SOBRE EL AMOR EN LA FAMILIA

Encuentre aquí (columna de la izquierda - Mensajes del Papa) el texto completo de la Carta Apostólica 'Misericordia et Mísera'

lunes, 20 de octubre de 2014

Que el afán de tener no obstruya nuestra relación con Dios

¡Amor y paz!

La segunda parte de la instrucción a los discípulos antes de comenzar la enseñanza a las multitudes tiene que ver con un asunto muy debatido: la plata, el dinero, que tiene en cada uno de nuestros países un nombre popular típico...

Los invito, hermanos, a leer y meditar el Evangelio y el comentario, en este lunes de la 29ª- semana del Tiempo Ordinario.

Dios nos bendice…

Evangelio según San Lucas 12,13-21. 
En aquel tiempo: Uno de la multitud le dijo: "Maestro, dile a mi hermano que comparta conmigo la herencia". Jesús le respondió: "Amigo, ¿quién me ha constituido juez o árbitro entre ustedes?". Después les dijo: "Cuídense de toda avaricia, porque aún en medio de la abundancia, la vida de un hombre no está asegurada por sus riquezas". Les dijo entonces una parábola: "Había un hombre rico, cuyas tierras habían producido mucho, y se preguntaba a sí mismo: '¿Qué voy a hacer? No tengo dónde guardar mi cosecha'. Después pensó: 'Voy a hacer esto: demoleré mis graneros, construiré otros más grandes y amontonaré allí todo mi trigo y mis bienes, y diré a mi alma: Alma mía, tienes bienes almacenados para muchos años; descansa, come, bebe y date buena vida'. Pero Dios le dijo: 'Insensato, esta misma noche vas a morir. ¿Y para quién será lo que has amontonado?'. Esto es lo que sucede al que acumula riquezas para sí, y no es rico a los ojos de Dios".  

Comentario

El dinero siempre es fuente de conflictos, agresiones y opresión. Uno quita a otro sus derechos por apoderarse de un capital. Los empleados públicos se corrompen dando y recibiendo sobornos. Los candidatos a altos cargos del estado reciben dineros de dudosa procedencia. Fondos destinados a obras sociales van siendo «serruchados» a su paso por las diversas dependencias burocráticas de la administración del Estado y llegan a su destino muy disminuidos, incluso a veces no legan.

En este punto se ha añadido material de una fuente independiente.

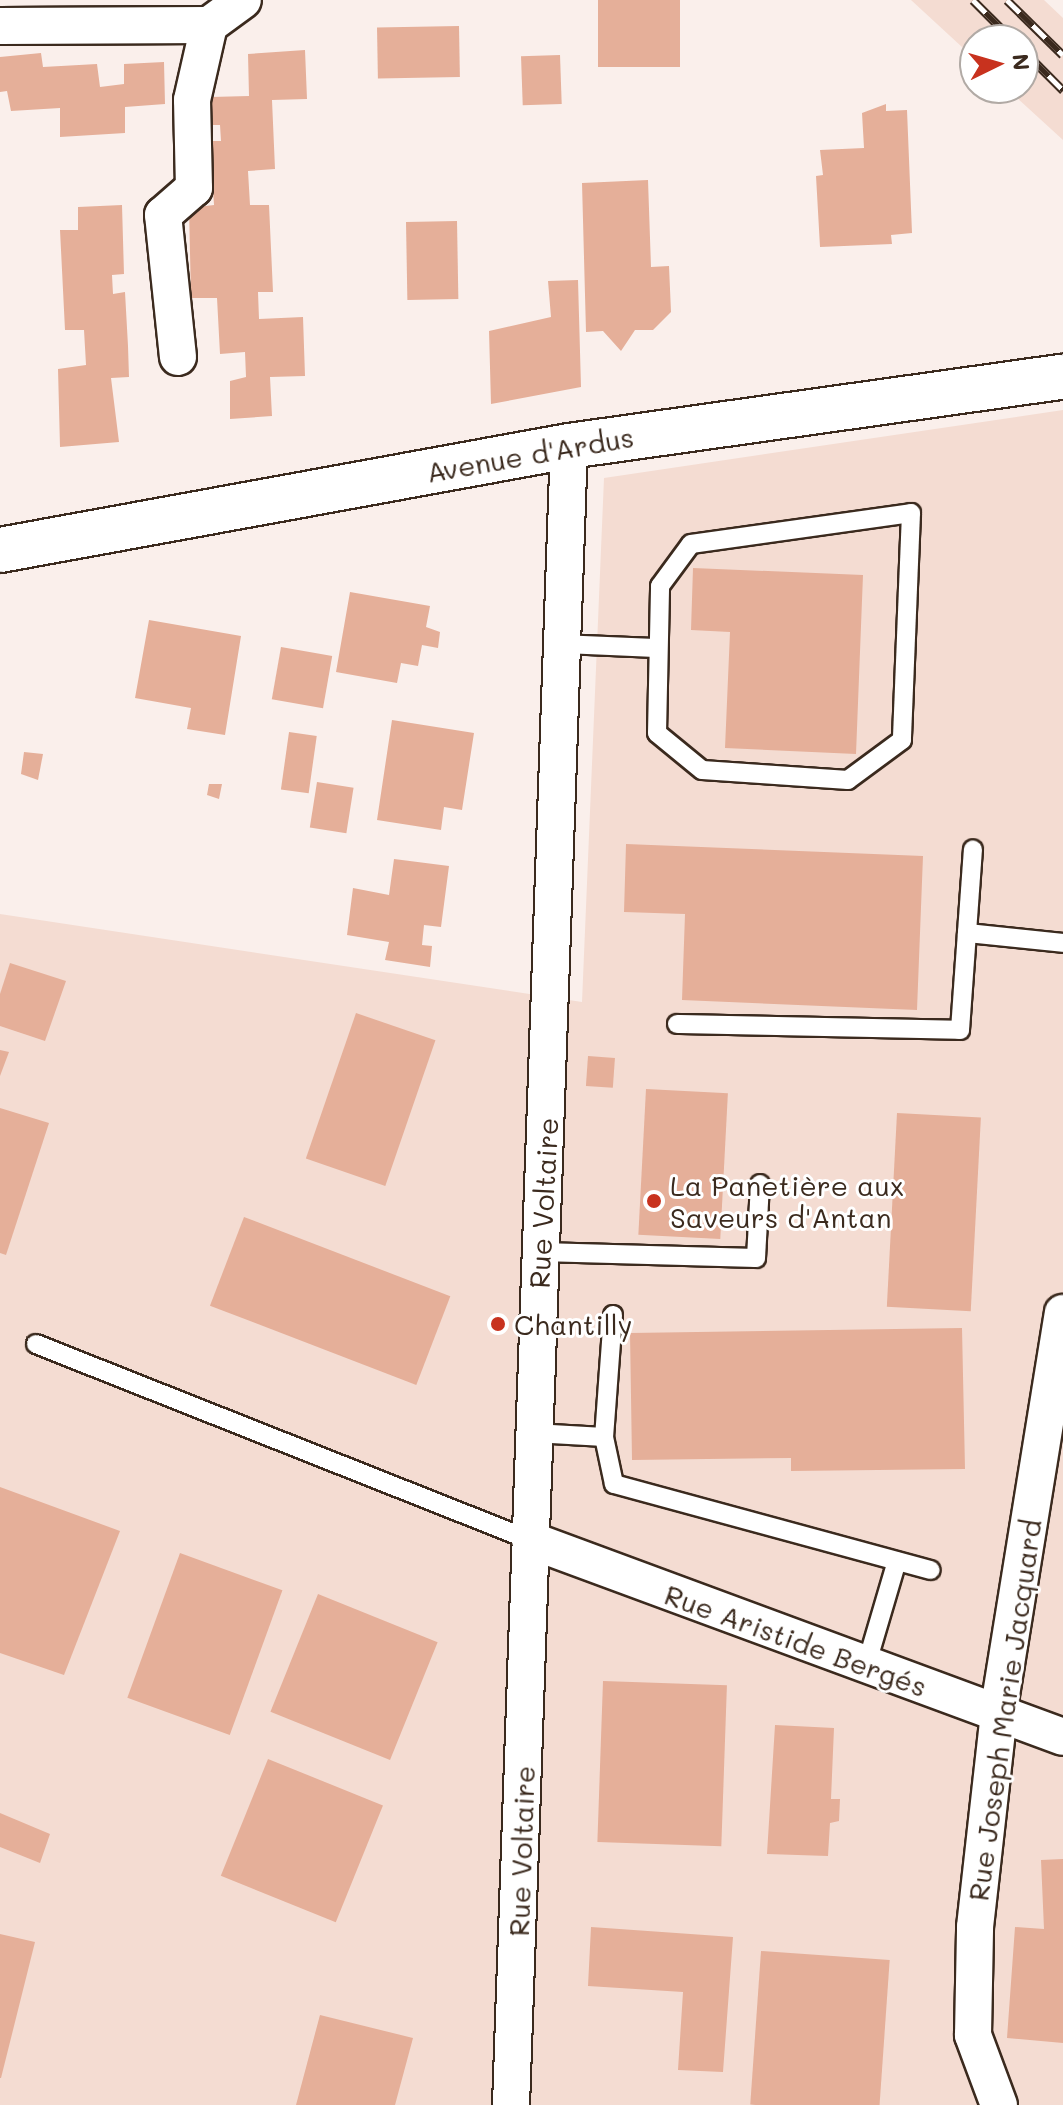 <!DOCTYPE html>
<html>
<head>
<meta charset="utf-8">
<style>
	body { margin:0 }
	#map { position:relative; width:1063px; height:2105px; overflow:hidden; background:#faefeb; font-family:Mali,sans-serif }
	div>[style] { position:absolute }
	.built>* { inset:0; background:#f4dcd2 }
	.building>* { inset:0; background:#e5af99; transform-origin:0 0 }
	.roads { filter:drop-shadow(2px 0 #3b2a1e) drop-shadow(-2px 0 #3b2a1e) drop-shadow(0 2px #3b2a1e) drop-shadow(0 -2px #3b2a1e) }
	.lane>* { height:18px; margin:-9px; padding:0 9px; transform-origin:9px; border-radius:9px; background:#fff }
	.street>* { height:36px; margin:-18px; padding:0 18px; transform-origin:18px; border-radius:18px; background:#fff }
	.secondary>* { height:44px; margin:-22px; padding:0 22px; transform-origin:22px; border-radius:22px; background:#fff }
	.rail>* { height:9px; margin-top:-4.5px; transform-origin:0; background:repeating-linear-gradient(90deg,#fff 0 18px,#3b2a1e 0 36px); box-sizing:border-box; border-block:2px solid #3b2a1e }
	.dots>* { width:22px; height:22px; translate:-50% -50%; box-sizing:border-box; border:4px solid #fff; border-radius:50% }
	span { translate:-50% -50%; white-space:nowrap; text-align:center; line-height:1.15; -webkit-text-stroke:6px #fff; paint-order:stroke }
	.street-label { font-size:28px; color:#3b2a1e }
	.poi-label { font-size:28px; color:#3b2a1e }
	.left { translate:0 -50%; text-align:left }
	.north { position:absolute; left:959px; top:24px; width:80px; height:80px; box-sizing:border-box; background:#fff; border:2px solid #b1aaa5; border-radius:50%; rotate:85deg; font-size:22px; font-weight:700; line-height:32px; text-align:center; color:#3b2a1e }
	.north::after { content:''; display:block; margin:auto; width:28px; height:36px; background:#c8321e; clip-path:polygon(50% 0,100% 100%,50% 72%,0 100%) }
</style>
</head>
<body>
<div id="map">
	<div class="built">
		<i style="clip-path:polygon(911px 0,1044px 0,1063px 18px,1063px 140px,1006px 88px,1023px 88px,1023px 40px,975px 40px,975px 59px)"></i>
		<i style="clip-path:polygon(1063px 410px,1063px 2105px,0 2105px,0 914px,582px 1002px,604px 478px)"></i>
	</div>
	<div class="building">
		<i style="left:598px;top:0;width:82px;height:67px"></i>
		<i style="left:459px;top:26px;width:51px;height:82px;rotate:89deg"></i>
		<i style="clip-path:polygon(305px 50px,307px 99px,272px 100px,275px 169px,248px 171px,250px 205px,269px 205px,273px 292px,258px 292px,259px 319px,303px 317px,305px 376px,270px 377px,272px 416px,230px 419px,230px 381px,246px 377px,245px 352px,220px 354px,217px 298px,191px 298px,189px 208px,214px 205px,210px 141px,221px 141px,220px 125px,212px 125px,211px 97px,249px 96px,248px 54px)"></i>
		<i style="clip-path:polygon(41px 53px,43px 67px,97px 64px,100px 87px,124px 84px,124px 64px,164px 62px,165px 104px,125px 107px,125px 133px,60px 137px,60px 108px,11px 111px,7px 91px,0 92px,0 57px)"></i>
		<i style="left:560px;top:55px;width:49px;height:39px;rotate:88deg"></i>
		<i style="clip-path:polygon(886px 104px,886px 111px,907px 110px,912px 233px,891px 235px,892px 244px,820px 247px,816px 176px,823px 175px,820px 150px,864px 148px,862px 113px)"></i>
		<i style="clip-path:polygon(648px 180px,651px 267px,669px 266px,671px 312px,653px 330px,635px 330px,621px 351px,603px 331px,586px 332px,582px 183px)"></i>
		<i style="clip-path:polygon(122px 205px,124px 274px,112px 275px,113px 294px,125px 292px,128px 346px,129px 377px,111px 378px,119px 442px,60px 447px,58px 369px,86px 365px,84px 330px,65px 330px,60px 230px,78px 230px,78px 207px)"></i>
		<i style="left:457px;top:221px;width:78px;height:51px;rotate:89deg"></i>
		<i style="clip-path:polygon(578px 280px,581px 387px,491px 404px,489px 331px,551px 317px,548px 281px)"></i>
		<i style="clip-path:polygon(693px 568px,863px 575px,856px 754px,725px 748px,730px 632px,691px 630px)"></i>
		<i style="clip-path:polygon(350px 592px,430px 606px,426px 627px,440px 632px,438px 648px,422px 645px,418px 666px,401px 663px,397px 683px,336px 672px)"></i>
		<i style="clip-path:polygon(149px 620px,241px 636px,225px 735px,187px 729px,191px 708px,135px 698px)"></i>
		<i style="left:281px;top:647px;width:52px;height:53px;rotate:10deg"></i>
		<i style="clip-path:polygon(392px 720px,474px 733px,462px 810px,444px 807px,441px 830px,377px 820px)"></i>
		<i style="left:289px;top:732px;width:28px;height:58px;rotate:8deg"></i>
		<i style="clip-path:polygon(24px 752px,43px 754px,38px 780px,21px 774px)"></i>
		<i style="left:317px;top:782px;width:37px;height:46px;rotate:9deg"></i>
		<i style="clip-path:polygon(209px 784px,222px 784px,219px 799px,207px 795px)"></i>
		<i style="clip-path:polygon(626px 844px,923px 856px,917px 1010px,682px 1000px,685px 914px,624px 912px)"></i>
		<i style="clip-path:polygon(394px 859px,449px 866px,441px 927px,424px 925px,422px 945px,432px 946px,430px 967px,385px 960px,389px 942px,347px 935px,353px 888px,389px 895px)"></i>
		<i style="clip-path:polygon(10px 963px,66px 981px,45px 1041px,0 1026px,0 994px)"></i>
		<i style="left:356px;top:1013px;width:84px;height:154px;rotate:19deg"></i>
		<i style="clip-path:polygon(0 1050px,9px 1052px,0 1076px)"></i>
		<i style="left:588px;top:1056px;width:27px;height:30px;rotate:4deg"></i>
		<i style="left:646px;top:1089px;width:82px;height:146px;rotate:3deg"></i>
		<i style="clip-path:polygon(0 1108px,49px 1123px,6px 1255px,0 1253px)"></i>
		<i style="left:897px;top:1113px;width:84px;height:194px;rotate:3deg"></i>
		<i style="left:244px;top:1217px;width:221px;height:95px;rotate:21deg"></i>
		<i style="clip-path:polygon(962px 1328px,965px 1469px,791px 1471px,791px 1458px,632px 1460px,630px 1333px)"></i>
		<i style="clip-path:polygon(0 1487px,120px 1531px,64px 1675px,0 1653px)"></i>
		<i style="left:180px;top:1553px;width:109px;height:154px;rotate:20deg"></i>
		<i style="left:318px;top:1594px;width:129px;height:127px;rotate:22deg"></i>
		<i style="left:603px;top:1681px;width:124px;height:161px;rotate:2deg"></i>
		<i style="clip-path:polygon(775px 1725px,834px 1728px,831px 1799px,840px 1799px,839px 1821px,830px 1823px,828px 1856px,767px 1854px)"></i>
		<i style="left:268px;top:1759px;width:124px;height:126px;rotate:22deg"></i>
		<i style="clip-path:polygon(0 1813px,50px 1834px,40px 1863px,0 1847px)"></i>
		<i style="clip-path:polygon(1063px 1859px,1063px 2043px,1007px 2038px,1015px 1927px,1044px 1929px,1041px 1860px)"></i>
		<i style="clip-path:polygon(591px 1927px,733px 1937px,723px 2072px,678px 2070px,683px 1992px,588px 1986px)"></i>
		<i style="clip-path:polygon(0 1934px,35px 1942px,1px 2078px,0 2078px)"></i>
		<i style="left:761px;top:1951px;width:129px;height:154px;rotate:4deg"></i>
		<i style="clip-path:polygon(320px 2015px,413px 2038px,395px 2105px,296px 2105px)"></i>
	</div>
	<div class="roads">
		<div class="lane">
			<i style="left:911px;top:513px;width:227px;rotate:92.3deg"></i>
			<i style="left:902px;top:740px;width:67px;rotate:143.5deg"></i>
			<i style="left:848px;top:780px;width:146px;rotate:-176.1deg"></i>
			<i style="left:702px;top:770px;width:58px;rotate:-140.6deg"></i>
			<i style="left:657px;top:733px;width:147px;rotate:-88.8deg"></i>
			<i style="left:660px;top:586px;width:52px;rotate:-53.6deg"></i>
			<i style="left:691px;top:544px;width:222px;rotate:-8deg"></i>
			<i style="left:562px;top:644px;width:96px;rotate:2.4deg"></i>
			<i style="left:967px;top:933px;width:97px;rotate:5.9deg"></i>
			<i style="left:677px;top:1024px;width:283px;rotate:1.2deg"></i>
			<i style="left:960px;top:1030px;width:181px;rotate:-85.9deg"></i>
			<i style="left:541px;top:1252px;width:215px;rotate:1.6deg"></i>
			<i style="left:756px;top:1258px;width:74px;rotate:-86.9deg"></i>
			<i style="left:613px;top:1315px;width:122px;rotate:94.2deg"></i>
			<i style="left:604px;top:1437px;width:48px;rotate:78deg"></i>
			<i style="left:614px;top:1484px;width:328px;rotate:15.2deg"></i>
			<i style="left:36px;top:1344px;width:531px;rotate:21.64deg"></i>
			<i style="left:534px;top:1433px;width:70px;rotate:3.3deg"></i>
			<i style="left:866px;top:1666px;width:109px;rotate:-73.6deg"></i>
		</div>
		<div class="street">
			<i style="left:0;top:26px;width:209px;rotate:-0.3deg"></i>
			<i style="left:209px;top:25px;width:42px;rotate:-36.3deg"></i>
			<i style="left:178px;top:357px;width:143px;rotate:-96deg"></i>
			<i style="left:163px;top:215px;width:41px;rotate:-41.1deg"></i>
			<i style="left:194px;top:188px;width:88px;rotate:-91.3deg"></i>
			<i style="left:192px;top:100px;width:77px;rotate:-77.2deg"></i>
			<i style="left:530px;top:1540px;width:568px;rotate:20.28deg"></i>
			<i style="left:511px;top:2105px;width:1660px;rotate:-88deg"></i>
			<i style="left:999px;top:2105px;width:75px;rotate:-110.4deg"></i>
			<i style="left:973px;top:2035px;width:108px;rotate:-88.9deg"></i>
			<i style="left:975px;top:1927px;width:233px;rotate:-83.6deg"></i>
			<i style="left:1001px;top:1695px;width:387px;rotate:-80.8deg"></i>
		</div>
		<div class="secondary">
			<i style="left:0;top:550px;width:578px;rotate:-10.36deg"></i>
			<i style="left:569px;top:446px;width:499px;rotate:-8deg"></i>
		</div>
	</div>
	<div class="rail">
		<i style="left:973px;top:0;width:57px;rotate:45deg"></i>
		<i style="left:1007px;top:0;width:78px;rotate:44.5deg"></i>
		<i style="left:1023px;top:50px;width:57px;rotate:45deg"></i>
	</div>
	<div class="dots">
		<i style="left:654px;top:1201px;background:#c8321e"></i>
		<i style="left:498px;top:1324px;background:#c8321e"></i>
	</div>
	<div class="street-label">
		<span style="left:530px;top:454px;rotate:-10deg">Avenue d'Ardus</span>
		<span style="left:543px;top:1203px;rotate:-87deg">Rue Voltaire</span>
		<span style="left:796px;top:1640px;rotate:20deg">Rue Aristide Bergés</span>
		<span style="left:1004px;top:1710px;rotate:-82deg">Rue Joseph Marie Jacquard</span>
		<span style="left:521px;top:1851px;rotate:-88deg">Rue Voltaire</span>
	</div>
	<div class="poi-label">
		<span class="left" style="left:670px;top:1201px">La Panetière aux<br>Saveurs d'Antan</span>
		<span class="left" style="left:514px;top:1324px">Chantilly</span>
	</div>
	<div class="north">N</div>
</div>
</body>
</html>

En toda campaña electoral se aparecen dineros que vienen de nadie sabe dónde... Malversación de fondos, tráfico de influencias, especulación financiera, fuga de capitales, quiebras empresariales ficticias...

De este modo la sociedad se convierte en un mercado donde se negocia con la honestidad, la justicia y el derecho. La ambición, al acaparamiento y el enriquecimiento se tornan entonces, en la medida de toda acción interhumana dando al traste con los grandes valores que deben sostener la sociedad.

En medio de este imperio del dinero, Jesús clama por una comunidad fraterna donde se respete el derecho y la dignidad de las personas. Para llegar allá, es necesario cambiar nuestra actitud ante el dinero. Es necesario dejarlo de considerar el bien supremo, el mayor valor. Es necesario no creer que su poder es omnipotente y superior a la acción de Dios. En pocas palabras, Jesús nos pide que pongamos a Dios y su reinado como supremo valor de nuestra vida, y que le quitemos ese lugar al dinero. De esto depende la salvación, pues, ¿qué saca el ser humano con atesorar bienes y capitales si a cambio lo único que obtiene es explotación, marginación y la destrucción de la naturaleza?

La comparación que Jesús propone para comprender la ficción que en nuestras mentes crea la riqueza, nos debe ayudar a comprender que el mayor bien humano es la vida en sí misma. Y que ésta no se alcanza acumulando cosas, sino ganando espacios donde ella florezca en todo su esplendor: una sociedad justa, un ser humano nuevo, una naturaleza respetada y protegida.